▶ **What the exercise asks**
Going through the data below, please show each line containing the string "white".

____

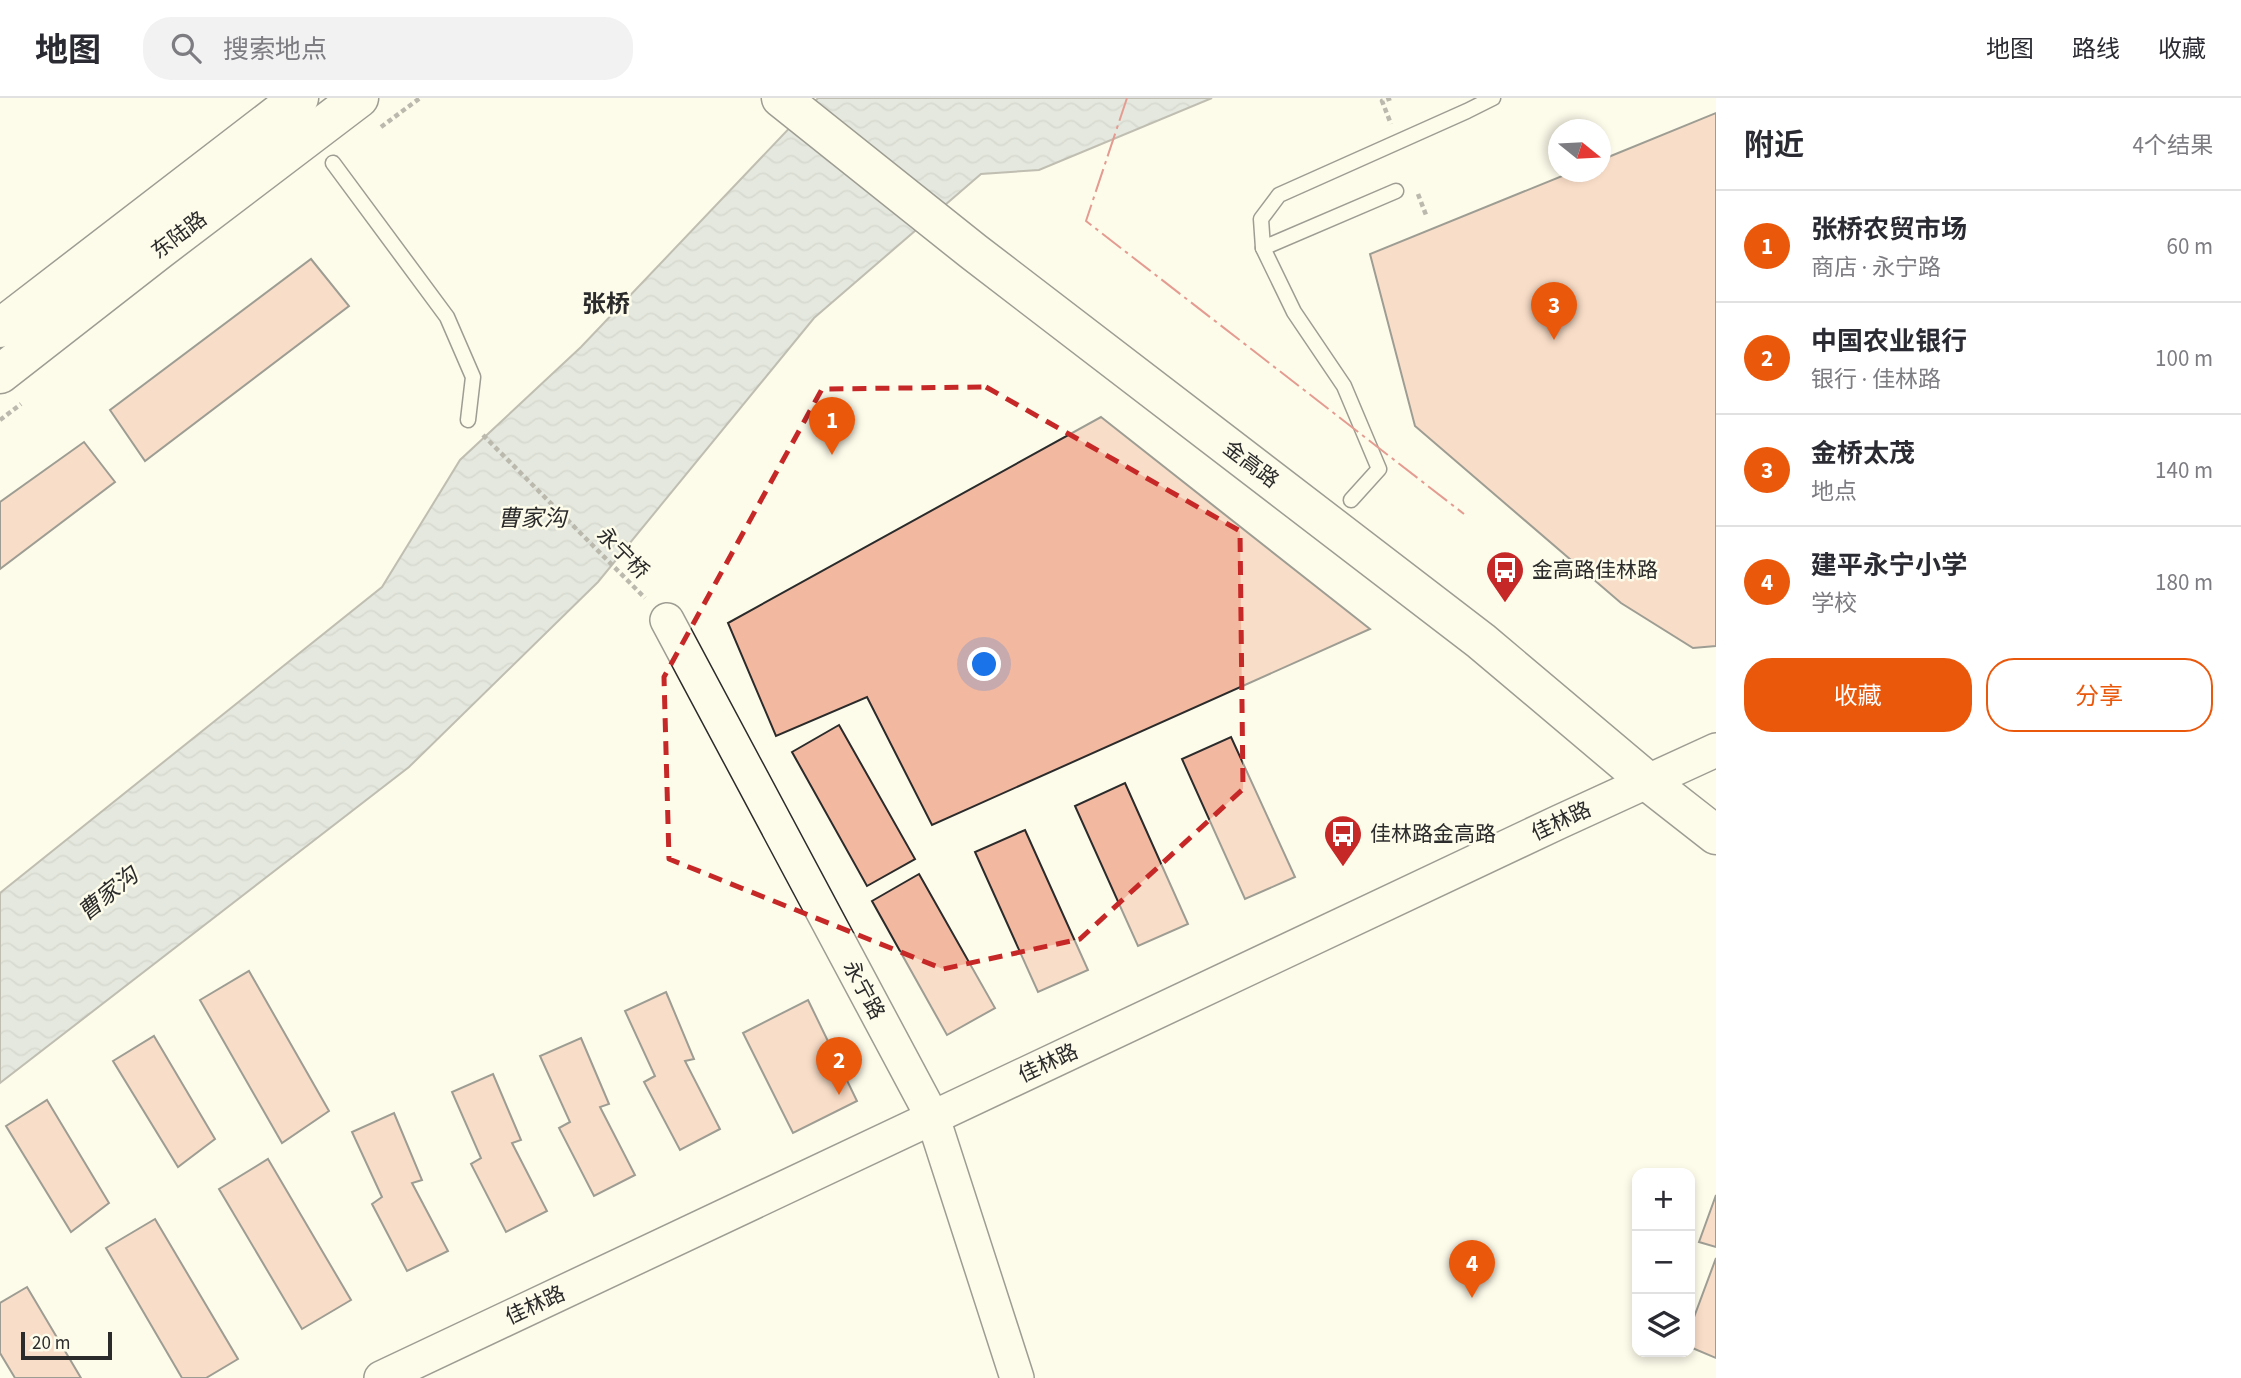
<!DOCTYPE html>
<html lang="zh">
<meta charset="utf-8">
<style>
body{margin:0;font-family:"Source Sans 3","Noto Sans SC",sans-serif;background:#f2f2f3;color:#2b2b33}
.controls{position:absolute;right:21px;bottom:21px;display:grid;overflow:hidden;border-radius:14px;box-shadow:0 4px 10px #0003}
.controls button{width:63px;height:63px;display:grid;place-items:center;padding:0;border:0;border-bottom:2px solid #e1e1e2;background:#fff;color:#2b2b33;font:35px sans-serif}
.compass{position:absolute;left:1548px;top:21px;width:63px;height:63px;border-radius:50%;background:#fff;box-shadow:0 4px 10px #0003;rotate:108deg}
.scale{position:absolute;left:21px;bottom:18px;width:91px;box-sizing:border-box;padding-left:7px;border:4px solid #2b2b2b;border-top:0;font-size:19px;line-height:24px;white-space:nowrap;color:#2b2b2b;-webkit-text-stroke:5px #fdfbea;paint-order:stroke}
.you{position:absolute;left:985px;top:567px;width:24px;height:24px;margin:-18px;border:5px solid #fff;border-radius:50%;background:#1a73e8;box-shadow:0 0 0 10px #1a73e833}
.badge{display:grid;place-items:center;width:46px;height:46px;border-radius:50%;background:#ea580c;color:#fff;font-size:23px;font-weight:700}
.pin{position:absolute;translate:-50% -58px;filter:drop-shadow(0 2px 4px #0008)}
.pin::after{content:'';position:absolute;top:37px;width:24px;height:21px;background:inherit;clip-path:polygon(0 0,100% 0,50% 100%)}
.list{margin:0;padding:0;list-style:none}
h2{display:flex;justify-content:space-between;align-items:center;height:91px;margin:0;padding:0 28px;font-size:30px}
h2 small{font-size:23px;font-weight:400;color:#7c7c81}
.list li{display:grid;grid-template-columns:46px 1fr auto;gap:21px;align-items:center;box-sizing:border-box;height:112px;padding:0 28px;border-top:2px solid #e1e1e2}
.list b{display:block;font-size:26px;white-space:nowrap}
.list p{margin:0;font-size:23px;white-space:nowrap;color:#7c7c81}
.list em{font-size:23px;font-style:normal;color:#7c7c81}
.actions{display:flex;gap:14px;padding:21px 28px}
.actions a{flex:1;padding:16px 0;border:2px solid #ea580c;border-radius:28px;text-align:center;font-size:24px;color:#ea580c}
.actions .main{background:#ea580c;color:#fff}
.icon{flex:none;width:38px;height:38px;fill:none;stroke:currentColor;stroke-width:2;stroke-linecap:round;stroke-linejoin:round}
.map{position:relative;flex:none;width:1716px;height:1280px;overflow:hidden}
header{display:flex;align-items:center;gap:42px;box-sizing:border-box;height:98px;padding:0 35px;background:#fff;border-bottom:2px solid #e1e1e2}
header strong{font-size:33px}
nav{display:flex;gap:38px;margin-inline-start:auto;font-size:24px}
.search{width:490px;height:63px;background:#f2f2f3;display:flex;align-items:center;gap:18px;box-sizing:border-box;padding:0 24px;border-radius:28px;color:#7c7c81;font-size:26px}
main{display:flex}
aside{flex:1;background:#fff}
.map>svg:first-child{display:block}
.water{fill:url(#water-waves);stroke:#74746e;stroke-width:2}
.building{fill:#f2b8a0;stroke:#2b2b2b;stroke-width:2}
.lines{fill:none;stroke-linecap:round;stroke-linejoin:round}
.service-casing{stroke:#2b2b2b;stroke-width:17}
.tertiary-casing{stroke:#2b2b2b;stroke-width:36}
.secondary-casing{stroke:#2b2b2b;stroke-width:41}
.path{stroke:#6a6964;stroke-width:4.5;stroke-dasharray:5 3.5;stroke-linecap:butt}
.service{stroke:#fdfbea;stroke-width:14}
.tertiary{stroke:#fdfbea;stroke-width:33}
.secondary{stroke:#fdfbea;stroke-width:38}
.power{stroke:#c62828;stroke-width:2;stroke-dasharray:24 5 3.5 5;stroke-linecap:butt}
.marked{fill:none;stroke:#c62828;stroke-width:5;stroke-dasharray:14 9;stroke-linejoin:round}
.labels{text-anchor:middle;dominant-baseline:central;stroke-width:5;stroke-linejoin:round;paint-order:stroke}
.street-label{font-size:21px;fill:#2b2b2b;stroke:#fdfbea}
.poi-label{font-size:21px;fill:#2b2b2b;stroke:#fdfbea;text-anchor:start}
.water-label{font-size:23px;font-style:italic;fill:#2b2b2b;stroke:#fdfbea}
.quarter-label{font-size:24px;font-weight:bold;fill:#2b2b2b;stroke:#fdfbea}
</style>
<header>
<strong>地图</strong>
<div class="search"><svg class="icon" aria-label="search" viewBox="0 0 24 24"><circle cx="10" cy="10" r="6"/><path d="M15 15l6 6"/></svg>搜索地点</div>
<nav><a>地图</a><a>路线</a><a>收藏</a></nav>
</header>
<main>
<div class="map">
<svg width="1716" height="1280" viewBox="0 0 1716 1280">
<defs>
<pattern id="water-waves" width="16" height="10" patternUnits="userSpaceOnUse" patternTransform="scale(1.75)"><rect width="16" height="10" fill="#c7d0d0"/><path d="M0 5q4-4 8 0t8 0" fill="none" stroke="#abb3b3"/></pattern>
</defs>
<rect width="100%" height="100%" fill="#fdfbea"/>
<polygon class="water" points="818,0 1212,0 1039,72 981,76 814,220 598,484 409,669 0,985 0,795 382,489 460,362 581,249"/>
<g class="building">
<polygon points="1716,15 1716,548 1693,550 1621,505 1415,328 1370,156 1572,74 1601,74 1601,62"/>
<polygon points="311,161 349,208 145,363 110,312"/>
<polygon points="1101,319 1370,531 932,727 867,599 776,638 728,525"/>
<polygon points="84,344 115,384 0,471 0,404"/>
<polygon points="839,627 915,761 867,788 792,654"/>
<polygon points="1231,639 1295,779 1245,801 1182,661"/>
<polygon points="1125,685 1188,826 1138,848 1075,708"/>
<polygon points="1025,732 1088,872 1038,894 975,754"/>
<polygon points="919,776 995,910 947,937 872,803"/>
<polygon points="249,873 329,1013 282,1045 200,902"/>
<polygon points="666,894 694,961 685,963 720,1031 680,1052 644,984 655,978 625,913"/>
<polygon points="808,902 857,1003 793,1035 743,935"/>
<polygon points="154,938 215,1041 178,1069 113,963"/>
<polygon points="581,940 609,1006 600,1009 635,1077 594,1098 559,1030 570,1024 540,958"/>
<polygon points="493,976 521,1042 512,1045 547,1113 506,1134 471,1066 481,1060 452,994"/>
<polygon points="47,1002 109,1105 71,1134 6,1028"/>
<polygon points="394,1015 422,1082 412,1085 448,1153 407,1173 372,1106 382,1099 352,1034"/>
<polygon points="268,1061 351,1202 302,1231 219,1091"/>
<polygon points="1716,1097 1716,1149 1699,1144"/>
<polygon points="155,1121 238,1261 206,1280 182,1280 106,1150"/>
<polygon points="1716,1160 1716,1260 1690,1249 1690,1230"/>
<polygon points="27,1189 81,1280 15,1280 0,1255 0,1205"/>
</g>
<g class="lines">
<defs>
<g id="service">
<polyline points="333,65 447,219 473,279 468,322"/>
<polyline points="1263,150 1396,93"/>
<polyline points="1351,402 1379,371 1344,288 1294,214 1263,150 1261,121 1279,97 1467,13 1493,0"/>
</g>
<g id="tertiary">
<polyline points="667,522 933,1020 1017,1280"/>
<polyline points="381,1280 1559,724 1716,652"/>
</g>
<g id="secondary">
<polyline points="781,0 974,154 1481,543 1647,683 1716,737"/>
<polyline points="0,230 299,0"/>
<polyline points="0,276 159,152 359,0"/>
</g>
</defs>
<use href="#service" class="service-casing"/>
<use href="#tertiary" class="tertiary-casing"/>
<use href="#secondary" class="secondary-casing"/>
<g class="path">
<polyline points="1391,0 1382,3 1391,26"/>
<polyline points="381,29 420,0"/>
<polyline points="1418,96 1426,117"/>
<polyline points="0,322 21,306"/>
<polyline points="483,337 645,500"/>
</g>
<use href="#service" class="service"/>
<use href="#tertiary" class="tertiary"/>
<use href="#secondary" class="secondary"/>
<polyline class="power" points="1127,0 1086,123 1464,416"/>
</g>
<path d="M0 0H1716V1280H0ZM986,289L1240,433L1243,691L1080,841L943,871L669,761L664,579L822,291Z" fill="#fdfbea" fill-opacity=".55" fill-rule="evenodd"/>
<path class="marked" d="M986,289L1240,433L1243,691L1080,841L943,871L669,761L664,579L822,291Z"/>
<defs>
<symbol id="bus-pin" viewBox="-11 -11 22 30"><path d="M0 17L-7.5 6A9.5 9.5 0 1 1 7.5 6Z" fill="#c62828" stroke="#fdfbea"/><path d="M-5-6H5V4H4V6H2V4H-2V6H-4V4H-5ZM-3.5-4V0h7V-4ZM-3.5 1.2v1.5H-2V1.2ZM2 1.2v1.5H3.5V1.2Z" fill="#fff"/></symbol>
</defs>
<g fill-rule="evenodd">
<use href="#bus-pin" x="1483" y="450" width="44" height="60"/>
<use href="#bus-pin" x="1321" y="714" width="44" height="60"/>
</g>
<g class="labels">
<g class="street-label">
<text transform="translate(179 137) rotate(-37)">东陆路</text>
<text transform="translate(1251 366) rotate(37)">金高路</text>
<text transform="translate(623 455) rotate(45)">永宁桥</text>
<text transform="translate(1561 723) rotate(-25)">佳林路</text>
<text transform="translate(864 892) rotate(62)">永宁路</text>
<text transform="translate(1048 965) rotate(-25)">佳林路</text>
<text transform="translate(535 1207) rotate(-25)">佳林路</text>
</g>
<g class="poi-label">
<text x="1532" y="472">金高路佳林路</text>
<text x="1370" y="736">佳林路金高路</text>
</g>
<g class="water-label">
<text x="532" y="420">曹家沟</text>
<text transform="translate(108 796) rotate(-39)">曹家沟</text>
</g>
<g class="quarter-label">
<text x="606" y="206">张桥</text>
</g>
</g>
</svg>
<div class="controls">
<button>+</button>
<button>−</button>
<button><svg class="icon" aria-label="layers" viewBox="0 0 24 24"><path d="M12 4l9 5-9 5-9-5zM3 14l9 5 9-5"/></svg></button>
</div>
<svg class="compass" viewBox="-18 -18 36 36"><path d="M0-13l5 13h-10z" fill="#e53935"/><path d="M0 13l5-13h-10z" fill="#7c7c81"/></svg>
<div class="scale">20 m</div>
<div class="you"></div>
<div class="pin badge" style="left:832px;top:357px">1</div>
<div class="pin badge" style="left:839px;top:997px">2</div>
<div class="pin badge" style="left:1554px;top:242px">3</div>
<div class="pin badge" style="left:1472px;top:1200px">4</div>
</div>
<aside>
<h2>附近<small>4个结果</small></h2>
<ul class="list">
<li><span class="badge">1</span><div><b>张桥农贸市场</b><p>商店 · 永宁路</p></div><em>60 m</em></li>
<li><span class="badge">2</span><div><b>中国农业银行</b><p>银行 · 佳林路</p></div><em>100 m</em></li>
<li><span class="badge">3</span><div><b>金桥太茂</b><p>地点</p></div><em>140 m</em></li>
<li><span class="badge">4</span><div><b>建平永宁小学</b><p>学校</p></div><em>180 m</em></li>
</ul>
<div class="actions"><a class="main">收藏</a><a>分享</a></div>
</aside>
</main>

____

▶ **Your response**
.scale{position:absolute;left:21px;bottom:18px;width:91px;box-sizing:border-box;padding-left:7px;border:4px solid #2b2b2b;border-top:0;font-size:19px;line-height:24px;white-space:nowrap;color:#2b2b2b;-webkit-text-stroke:5px #fdfbea;paint-order:stroke}
.list b{display:block;font-size:26px;white-space:nowrap}
.list p{margin:0;font-size:23px;white-space:nowrap;color:#7c7c81}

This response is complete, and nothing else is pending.